Hi All,
I’m running some tests using UMA, and I wanted to try and sort the complex output of an FFT .
In the code below I’m using libsndfile to read in a .wav file and cuFFT to convert it to the frequency domain. I’d then like to sort it using thrust.
All of that seems to be working, but what I’m actually interested in is seeing how that works with UMA memory. Let’s look at the code
#include <thrust/sort.h>
#include <thrust/functional.h>
#include <thrust/device_ptr.h>
#include <cufft.h>
#include <stdio.h>
#include <sndfile.h>
// Helper functions, main method below
// Kernel to fill indices buffer with correct value
__global__
void fillIdx(int * indices, int N){
int idx = threadIdx.x+blockIdx.x*blockDim.x;
if (idx<N)
indices[idx]=idx;
}
// Magnitude of a complex number
__inline__
__host__ __device__
float cplxMag(cufftComplex cplx){
return sqrt(pow(cplx.x,2)+pow(cplx.y,2));
}
// Less functor for cufttComplex
struct cplxLess : public thrust::less<cufftComplex>
{
__inline__
__host__ __device__
bool operator()(const cufftComplex& a, const cufftComplex& b) const{
return cplxMag(a)<cplxMag(b);
}
};
// Main method
int main(){
// Indices ptr, complex ptr, FFT plan
int * A(0);
cufftComplex * B(0);
cufftHandle plan;
// Soundfile info, file ptr
SF_INFO info;
SNDFILE * file = sf_open("drTest2.wav", SFM_READ, &info);
// Pad # of frames till N%1024 == 0
int N = info.frames;
while (N%1024) N++;
// Allocate managed memory for indices, fourier components
cudaMallocManaged((void **)&A, sizeof(int)*N);
cudaMallocManaged((void **)&B, sizeof(cufftComplex)*N);
// Read wav file (as floats) into complex buffer (inplace transform)
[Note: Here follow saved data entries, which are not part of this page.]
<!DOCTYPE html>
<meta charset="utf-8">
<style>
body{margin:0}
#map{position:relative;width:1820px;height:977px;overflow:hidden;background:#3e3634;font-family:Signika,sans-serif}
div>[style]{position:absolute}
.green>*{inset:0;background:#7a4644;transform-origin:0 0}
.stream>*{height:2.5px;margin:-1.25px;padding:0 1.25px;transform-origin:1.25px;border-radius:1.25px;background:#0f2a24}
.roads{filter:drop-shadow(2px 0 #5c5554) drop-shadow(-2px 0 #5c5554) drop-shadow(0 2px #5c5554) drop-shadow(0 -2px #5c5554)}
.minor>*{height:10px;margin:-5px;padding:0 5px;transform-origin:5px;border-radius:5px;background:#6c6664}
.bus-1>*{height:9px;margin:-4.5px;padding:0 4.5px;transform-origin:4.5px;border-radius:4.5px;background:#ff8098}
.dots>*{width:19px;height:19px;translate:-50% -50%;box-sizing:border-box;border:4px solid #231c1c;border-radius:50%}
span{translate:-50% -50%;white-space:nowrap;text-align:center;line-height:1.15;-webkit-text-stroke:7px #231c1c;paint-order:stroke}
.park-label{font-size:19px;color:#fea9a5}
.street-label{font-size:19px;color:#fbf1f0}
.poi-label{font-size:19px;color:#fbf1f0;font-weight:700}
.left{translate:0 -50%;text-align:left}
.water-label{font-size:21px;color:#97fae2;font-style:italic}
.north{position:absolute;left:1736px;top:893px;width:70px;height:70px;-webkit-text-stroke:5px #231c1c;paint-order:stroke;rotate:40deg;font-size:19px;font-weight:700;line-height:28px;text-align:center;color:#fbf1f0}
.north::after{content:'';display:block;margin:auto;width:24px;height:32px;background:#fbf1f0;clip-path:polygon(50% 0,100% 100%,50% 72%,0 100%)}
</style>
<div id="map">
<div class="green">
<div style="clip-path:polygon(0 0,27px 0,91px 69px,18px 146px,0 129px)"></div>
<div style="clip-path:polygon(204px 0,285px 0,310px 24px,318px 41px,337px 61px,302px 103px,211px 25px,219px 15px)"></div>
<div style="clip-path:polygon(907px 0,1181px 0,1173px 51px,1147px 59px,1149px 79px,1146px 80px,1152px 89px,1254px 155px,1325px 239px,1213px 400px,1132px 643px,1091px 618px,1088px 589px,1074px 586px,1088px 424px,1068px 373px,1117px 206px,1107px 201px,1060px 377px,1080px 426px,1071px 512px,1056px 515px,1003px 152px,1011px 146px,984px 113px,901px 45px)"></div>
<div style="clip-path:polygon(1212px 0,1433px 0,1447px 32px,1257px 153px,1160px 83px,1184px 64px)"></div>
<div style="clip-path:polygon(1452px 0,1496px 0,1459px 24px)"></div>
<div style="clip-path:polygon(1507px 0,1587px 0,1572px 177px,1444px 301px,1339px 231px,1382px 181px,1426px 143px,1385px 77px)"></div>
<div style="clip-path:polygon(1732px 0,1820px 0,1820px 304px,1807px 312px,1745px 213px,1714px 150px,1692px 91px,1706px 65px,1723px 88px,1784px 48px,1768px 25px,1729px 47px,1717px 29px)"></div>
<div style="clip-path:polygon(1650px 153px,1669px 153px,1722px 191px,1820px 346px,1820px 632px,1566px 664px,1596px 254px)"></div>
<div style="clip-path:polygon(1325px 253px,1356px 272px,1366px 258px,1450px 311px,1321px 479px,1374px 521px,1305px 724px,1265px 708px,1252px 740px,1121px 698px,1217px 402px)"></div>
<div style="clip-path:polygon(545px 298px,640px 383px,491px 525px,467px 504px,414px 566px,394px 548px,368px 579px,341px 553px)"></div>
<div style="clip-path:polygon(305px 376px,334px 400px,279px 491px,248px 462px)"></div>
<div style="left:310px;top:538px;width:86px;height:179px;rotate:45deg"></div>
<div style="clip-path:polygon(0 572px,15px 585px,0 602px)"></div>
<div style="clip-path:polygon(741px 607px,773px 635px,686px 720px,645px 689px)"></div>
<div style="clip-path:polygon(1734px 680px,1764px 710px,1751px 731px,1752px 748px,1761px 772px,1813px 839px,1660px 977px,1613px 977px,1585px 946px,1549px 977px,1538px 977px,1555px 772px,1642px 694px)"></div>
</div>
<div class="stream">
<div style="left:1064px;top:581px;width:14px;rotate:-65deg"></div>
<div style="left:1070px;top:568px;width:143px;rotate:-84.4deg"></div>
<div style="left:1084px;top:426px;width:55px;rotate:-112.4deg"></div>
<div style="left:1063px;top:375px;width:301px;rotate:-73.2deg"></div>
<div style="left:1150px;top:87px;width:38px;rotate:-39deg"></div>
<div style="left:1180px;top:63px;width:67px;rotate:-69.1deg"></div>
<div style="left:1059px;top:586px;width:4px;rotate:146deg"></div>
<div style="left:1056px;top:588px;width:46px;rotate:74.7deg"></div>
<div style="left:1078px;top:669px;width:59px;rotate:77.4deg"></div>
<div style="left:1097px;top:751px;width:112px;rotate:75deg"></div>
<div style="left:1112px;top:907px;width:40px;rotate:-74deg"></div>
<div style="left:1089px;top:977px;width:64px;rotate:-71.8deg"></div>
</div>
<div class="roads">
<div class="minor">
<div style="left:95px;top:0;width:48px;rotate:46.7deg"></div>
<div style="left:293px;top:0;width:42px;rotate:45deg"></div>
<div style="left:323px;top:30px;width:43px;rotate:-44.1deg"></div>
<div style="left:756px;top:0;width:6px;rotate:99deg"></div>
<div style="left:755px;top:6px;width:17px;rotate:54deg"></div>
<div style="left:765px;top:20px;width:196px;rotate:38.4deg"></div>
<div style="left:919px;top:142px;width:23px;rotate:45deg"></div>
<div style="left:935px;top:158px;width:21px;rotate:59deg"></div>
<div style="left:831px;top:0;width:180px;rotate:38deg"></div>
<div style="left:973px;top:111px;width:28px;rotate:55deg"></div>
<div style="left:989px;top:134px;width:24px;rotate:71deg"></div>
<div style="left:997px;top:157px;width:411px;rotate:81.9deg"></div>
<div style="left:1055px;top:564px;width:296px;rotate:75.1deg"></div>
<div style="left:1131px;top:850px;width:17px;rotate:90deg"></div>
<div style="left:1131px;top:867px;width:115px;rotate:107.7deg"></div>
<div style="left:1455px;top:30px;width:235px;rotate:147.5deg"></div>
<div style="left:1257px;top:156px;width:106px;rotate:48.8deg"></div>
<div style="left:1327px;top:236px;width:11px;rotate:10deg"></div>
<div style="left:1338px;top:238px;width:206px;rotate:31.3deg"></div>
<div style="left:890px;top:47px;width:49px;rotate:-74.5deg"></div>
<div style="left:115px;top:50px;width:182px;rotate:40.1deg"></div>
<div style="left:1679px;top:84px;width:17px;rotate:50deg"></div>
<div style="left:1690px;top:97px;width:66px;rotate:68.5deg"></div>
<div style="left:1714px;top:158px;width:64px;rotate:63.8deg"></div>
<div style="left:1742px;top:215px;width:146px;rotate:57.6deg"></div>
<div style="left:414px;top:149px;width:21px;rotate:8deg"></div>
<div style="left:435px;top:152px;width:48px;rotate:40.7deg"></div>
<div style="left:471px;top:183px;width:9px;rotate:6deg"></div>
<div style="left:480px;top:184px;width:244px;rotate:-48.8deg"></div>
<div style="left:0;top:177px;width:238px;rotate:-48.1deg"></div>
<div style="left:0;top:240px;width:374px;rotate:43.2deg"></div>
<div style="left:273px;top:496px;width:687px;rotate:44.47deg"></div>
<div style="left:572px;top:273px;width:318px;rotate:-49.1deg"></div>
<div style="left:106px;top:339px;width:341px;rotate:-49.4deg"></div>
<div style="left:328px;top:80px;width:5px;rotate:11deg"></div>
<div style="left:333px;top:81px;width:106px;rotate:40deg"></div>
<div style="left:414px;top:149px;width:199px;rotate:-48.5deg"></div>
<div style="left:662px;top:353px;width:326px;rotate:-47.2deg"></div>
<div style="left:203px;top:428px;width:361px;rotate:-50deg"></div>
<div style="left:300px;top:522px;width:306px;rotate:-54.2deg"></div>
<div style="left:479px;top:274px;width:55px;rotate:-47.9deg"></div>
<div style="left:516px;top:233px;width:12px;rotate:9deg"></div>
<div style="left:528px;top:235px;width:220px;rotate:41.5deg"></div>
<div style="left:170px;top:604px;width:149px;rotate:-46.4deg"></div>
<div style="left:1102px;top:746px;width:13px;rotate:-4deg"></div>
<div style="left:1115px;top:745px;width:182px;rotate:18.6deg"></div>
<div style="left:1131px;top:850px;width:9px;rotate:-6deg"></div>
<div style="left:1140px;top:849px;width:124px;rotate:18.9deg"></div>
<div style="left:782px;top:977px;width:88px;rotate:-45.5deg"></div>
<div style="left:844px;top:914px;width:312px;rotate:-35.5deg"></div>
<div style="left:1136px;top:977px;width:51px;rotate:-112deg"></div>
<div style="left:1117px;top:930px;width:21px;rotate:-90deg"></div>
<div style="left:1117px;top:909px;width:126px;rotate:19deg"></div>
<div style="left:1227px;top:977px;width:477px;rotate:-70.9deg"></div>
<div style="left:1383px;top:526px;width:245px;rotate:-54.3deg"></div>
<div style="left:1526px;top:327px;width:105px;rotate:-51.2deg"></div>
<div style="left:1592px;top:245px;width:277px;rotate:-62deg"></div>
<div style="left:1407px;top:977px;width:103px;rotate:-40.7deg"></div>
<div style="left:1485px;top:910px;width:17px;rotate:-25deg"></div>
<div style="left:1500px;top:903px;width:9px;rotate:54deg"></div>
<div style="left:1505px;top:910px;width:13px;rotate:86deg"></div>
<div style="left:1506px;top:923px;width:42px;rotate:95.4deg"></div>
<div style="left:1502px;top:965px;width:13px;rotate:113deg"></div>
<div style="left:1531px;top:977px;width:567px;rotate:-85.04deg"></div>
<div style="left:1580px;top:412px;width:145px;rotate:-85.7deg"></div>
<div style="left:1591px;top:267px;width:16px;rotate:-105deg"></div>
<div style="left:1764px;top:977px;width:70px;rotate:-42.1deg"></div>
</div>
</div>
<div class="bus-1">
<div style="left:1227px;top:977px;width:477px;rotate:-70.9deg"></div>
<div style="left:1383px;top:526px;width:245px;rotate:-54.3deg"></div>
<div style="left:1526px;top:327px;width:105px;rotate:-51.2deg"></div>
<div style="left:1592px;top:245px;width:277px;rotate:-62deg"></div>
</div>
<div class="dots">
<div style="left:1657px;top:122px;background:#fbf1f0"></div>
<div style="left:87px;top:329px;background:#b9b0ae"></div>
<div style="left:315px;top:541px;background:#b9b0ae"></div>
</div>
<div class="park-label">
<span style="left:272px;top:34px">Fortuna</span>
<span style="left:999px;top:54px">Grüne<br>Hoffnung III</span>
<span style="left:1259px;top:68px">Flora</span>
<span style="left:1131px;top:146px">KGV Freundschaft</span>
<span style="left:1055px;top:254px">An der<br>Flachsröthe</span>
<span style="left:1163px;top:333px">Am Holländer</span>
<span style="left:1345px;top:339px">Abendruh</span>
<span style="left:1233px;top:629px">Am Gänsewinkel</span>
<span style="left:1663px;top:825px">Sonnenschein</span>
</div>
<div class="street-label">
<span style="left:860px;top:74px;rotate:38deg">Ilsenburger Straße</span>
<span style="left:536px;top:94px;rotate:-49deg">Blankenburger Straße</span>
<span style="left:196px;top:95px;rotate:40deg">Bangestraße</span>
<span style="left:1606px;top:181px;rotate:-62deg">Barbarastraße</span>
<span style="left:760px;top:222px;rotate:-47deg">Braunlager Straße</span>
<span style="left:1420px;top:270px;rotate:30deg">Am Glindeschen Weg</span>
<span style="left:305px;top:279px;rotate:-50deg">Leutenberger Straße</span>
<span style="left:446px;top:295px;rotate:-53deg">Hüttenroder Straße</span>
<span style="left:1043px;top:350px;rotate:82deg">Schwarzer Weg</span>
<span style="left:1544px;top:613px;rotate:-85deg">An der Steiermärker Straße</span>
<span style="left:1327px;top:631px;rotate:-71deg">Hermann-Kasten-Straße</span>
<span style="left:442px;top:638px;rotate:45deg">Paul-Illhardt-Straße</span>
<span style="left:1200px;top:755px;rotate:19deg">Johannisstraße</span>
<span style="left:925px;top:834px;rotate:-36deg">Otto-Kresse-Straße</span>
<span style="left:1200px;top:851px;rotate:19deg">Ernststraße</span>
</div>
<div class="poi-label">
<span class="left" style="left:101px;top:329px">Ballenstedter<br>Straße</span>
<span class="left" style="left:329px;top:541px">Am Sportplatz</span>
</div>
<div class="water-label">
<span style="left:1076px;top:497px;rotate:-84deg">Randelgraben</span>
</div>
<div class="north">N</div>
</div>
sf_readf_float(file, (float *)B, info.frames);
// Close the file
sf_close(file); file=0;
// # threads, # blocks
int nT=1024, nB=N/nT;
// Fill the index array with a kernel
fillIdx<<<nB,nT>>>(A,N);
// Create the forward FFT, execute in place
cufftPlan1d(&plan, N, CUFFT_R2C,, 1);
cufftExecR2C(plan, (float *)B, B);
// Create thrust device pointers
thrust::device_ptr<int> indices(A);
thrust::device_ptr<cufftComplex> fourier(B);
// Why do I need a cudaDeviceSynchronize call before the sort?
cudaDeviceSynchronize();
thrust::sort_by_key(fourier.get(), fourier.get()+N, indices.get(), cplxLess());
// Just to read back
//cudaDeviceSynchronize();
for (int i=N-10;i<N;i++){
float freq = float(A[i])*(float(info.frames)/float(info.samplerate));
printf("%f ", freq);
} printf("\n");
// Teardown
cudaFree(A);
cudaFree(B);
cufftDestroy(plan);
return 0;
}
In that code, I’ve got to call cudaDeviceSynchronize() before I can sort or else I get a segfault. The docs say that cudaDeviceSynchronize() blocks until all CUDA operations complete, but in the past when I’ve used UMA I’ve also had to call that function before I can access my buffer from a host function.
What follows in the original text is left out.